Despite the effectiveness of self-attention for HAR, computation and memory cost of the self-attention technique scales quadratically with the length of the data which delays the learning process. To remedy these limitations and enhance the performance of HAR systems from sensors data, we propose causal ConvNet-based performers-attention and supervised contrastive learning. This is because firstly the performers-attention mechanism linearly scales with the length of the sensor input data which makes the learning process faster. Secondly, supervised contrastive learning increases the performance of the proposed network by replacing one stage learning with two stages of learning where the first stage is representation learning and the second stage is classifier learning.

3 Background

3.1 Self-attention

Self-attention is a powerful mechanism that computes correlation scores for all pairs of the samples in the input sensor data. The self-attention mechanism is introduced and exploited by the Transformer architecture to process sequential data in parallel [42]. To make the model pay extra attention to the essential time steps in modelling HAR from the temporal sensor representation, the self-attention technique is employed in the training phase. Attention technique has the following learned components: query Q, key K, and values V. The dimension size of query Q and key K is dk, where the dimension size of V is dv [42]. The complexity of the self-attention mechanism with the length of the input temporal sequence scales quadratically which increases model learning time and requires more memory. This is the limitation of the self-attention mechanism which is addressed in Section 4.2. The attention matrix implementation is shown in (1).
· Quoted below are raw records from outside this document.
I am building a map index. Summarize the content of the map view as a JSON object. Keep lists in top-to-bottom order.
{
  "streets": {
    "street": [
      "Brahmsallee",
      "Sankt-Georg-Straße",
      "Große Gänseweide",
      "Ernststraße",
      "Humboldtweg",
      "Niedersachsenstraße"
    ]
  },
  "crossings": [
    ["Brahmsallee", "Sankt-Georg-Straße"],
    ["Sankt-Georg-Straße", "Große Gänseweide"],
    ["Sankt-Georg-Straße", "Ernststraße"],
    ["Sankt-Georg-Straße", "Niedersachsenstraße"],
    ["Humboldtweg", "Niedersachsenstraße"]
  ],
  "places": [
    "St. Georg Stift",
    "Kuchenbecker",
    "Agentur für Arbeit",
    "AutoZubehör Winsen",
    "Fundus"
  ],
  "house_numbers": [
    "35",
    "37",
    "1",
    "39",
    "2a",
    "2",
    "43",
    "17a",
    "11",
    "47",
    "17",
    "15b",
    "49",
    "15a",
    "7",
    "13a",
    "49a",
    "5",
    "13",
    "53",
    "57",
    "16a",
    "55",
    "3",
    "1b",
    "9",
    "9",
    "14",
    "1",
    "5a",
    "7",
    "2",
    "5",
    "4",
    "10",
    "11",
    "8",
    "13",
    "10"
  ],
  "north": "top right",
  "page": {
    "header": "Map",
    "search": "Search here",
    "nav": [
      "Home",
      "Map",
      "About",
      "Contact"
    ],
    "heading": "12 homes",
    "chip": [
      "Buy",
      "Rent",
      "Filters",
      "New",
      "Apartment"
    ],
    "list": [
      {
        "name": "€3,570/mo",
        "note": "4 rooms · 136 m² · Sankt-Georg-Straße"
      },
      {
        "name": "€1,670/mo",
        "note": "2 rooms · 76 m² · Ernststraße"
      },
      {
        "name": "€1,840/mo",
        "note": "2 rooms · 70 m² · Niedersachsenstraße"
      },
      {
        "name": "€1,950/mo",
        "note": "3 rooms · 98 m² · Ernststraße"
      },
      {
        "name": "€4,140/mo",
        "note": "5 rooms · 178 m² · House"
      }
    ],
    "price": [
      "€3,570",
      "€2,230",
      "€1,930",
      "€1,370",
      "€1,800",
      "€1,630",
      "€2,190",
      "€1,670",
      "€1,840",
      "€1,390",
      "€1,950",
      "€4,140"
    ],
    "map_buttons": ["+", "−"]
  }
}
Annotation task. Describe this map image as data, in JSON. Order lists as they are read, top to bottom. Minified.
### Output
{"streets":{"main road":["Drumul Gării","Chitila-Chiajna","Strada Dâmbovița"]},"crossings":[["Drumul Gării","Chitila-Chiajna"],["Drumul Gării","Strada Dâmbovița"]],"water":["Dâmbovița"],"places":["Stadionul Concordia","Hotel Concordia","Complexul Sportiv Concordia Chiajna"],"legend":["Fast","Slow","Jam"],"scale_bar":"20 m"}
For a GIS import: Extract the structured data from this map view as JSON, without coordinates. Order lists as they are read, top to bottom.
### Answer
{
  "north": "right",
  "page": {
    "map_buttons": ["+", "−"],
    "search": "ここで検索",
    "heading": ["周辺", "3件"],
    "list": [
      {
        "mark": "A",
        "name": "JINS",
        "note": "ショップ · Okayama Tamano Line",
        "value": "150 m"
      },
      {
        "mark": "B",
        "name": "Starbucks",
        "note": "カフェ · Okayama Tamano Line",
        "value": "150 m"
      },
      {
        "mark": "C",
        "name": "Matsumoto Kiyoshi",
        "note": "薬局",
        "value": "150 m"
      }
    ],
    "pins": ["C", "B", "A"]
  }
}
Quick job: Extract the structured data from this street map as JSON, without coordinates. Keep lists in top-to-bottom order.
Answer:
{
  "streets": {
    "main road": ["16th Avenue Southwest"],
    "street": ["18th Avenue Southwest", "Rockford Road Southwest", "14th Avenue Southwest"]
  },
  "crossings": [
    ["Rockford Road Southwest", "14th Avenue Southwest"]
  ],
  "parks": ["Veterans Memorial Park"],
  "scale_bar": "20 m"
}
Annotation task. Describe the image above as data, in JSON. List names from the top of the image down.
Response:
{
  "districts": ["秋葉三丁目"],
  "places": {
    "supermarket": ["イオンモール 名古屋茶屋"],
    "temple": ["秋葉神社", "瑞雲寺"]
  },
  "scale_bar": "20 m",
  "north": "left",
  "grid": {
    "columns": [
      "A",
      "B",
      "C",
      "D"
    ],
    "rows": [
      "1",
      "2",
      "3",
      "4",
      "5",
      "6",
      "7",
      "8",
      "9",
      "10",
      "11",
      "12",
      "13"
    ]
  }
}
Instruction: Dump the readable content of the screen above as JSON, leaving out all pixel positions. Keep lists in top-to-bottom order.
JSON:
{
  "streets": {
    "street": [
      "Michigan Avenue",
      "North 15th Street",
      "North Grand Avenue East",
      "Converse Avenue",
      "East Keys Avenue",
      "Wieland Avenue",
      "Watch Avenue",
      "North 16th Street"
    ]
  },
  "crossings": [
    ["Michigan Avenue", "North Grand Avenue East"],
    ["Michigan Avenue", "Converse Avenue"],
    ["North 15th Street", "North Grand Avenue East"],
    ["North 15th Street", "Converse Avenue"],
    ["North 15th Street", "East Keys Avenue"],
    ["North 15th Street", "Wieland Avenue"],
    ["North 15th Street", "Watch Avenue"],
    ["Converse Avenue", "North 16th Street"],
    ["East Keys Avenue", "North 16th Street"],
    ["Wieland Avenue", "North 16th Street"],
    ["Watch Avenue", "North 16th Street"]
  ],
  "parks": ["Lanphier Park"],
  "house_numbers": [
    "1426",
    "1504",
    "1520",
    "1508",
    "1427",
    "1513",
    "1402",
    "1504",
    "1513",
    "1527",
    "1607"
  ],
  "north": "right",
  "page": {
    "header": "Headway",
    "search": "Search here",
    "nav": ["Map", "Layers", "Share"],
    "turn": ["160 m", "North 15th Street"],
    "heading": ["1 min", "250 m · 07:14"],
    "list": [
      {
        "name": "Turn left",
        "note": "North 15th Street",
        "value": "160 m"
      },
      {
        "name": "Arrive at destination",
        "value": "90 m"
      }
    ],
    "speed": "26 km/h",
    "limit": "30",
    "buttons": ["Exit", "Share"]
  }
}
$$ \boldsymbol{Z}(\boldsymbol{Q},\boldsymbol{K},\boldsymbol{V}) = softmax \left( \frac{1}{\sqrt{d_{k}}} {\boldsymbol{Q}\cdot \boldsymbol {K}^{T}}\right) \boldsymbol{V}. $$
(1)

3.2 Contrastive learning

Contrastive learning [10] has been employed for supervised and unsupervised learning as an objective function [20, 28]. The purpose of contrastive learning is to learn \(f_{\theta }:\mathbb {R}^{D} \rightarrow \mathbb {R}^{d}\) (a parametric function) that able to map an input data x to a feature map (\(f_{\theta } (x) \in \mathbb {R}^{d}\) with d< D) so that a cosine distance as a distance measure can project a high-dimensional input space with complex similarities to a low-dimensional feature latent embedded space. Generally, contrastive learning aims to learn representations by mapping input data to a feature space where similar examples are close together and dissimilar examples are far apart [10]. Hence, contrastive learning increases both compactnesses of intra-classes and separability of inter-classes which lead to rendering a better classifier. Moreover, learning representations of the input data support classifiers to easily extract useful information to properly distinguish categories [3]. The supervised contrastive learning [20] maps the encoded normalized samples belonging to the same class close together in embedding space and simultaneously pushing apart clusters of samples from different categories.

4 Proposed network

The proposed network is built using causal 1D ConvNet with the performers-attention based on supervised contrastive learning. The proposed method takes the minority classes from the input datasets into consideration using the focal loss function with an effective weighting samples technique as described in Section 4.1. The causal convolutions component in the proposed network is used to avoid information flow from future to past by processing results at time t based on solely the convolutions of the time steps of the temporal data from time t and earlier in the previous layer. Therefore, predicting time steps at time t cannot rely on any of the future time steps from the sensor sequential data. This helps the proposed network to maintain the ordering of the temporal data [31] which is significant for HAR systems [13]. Moreover, the details of the performers-attention are provided in Section 4.2. Figures 1 and 2 presents the structure of the proposed network and the two stages of learning in which the representation learning uses supervised contrastive loss function and the classifier learning uses the focal loss function. More details about supervised contrastive learning and both learning stages are provided in Section 4.3.

Fig. 1
figure 1

Proposed network

Fig. 2
figure 2

Approximation of the regular attention mechanism AV via random feature maps. Dashed blocks show the order of computation with corresponding time complexities [6]

4.1 Focal loss

The focal loss [23] is introduced to address the imbalanced class problem between background and foreground classes during training in one stage object detection scenario. The focal loss is designed to down-weight well-classified examples and focuses on hard-classified examples. The loss value of hard-classified examples is much higher compared to the loss values of the well-classified examples by a classifier using the focal loss function. Since the focal loss focuses more on a sparse set of hard-classified samples, hence the focal loss is used in our proposed network to improve the learning of minority classes in HAR systems. The focal loss function is shown in (2).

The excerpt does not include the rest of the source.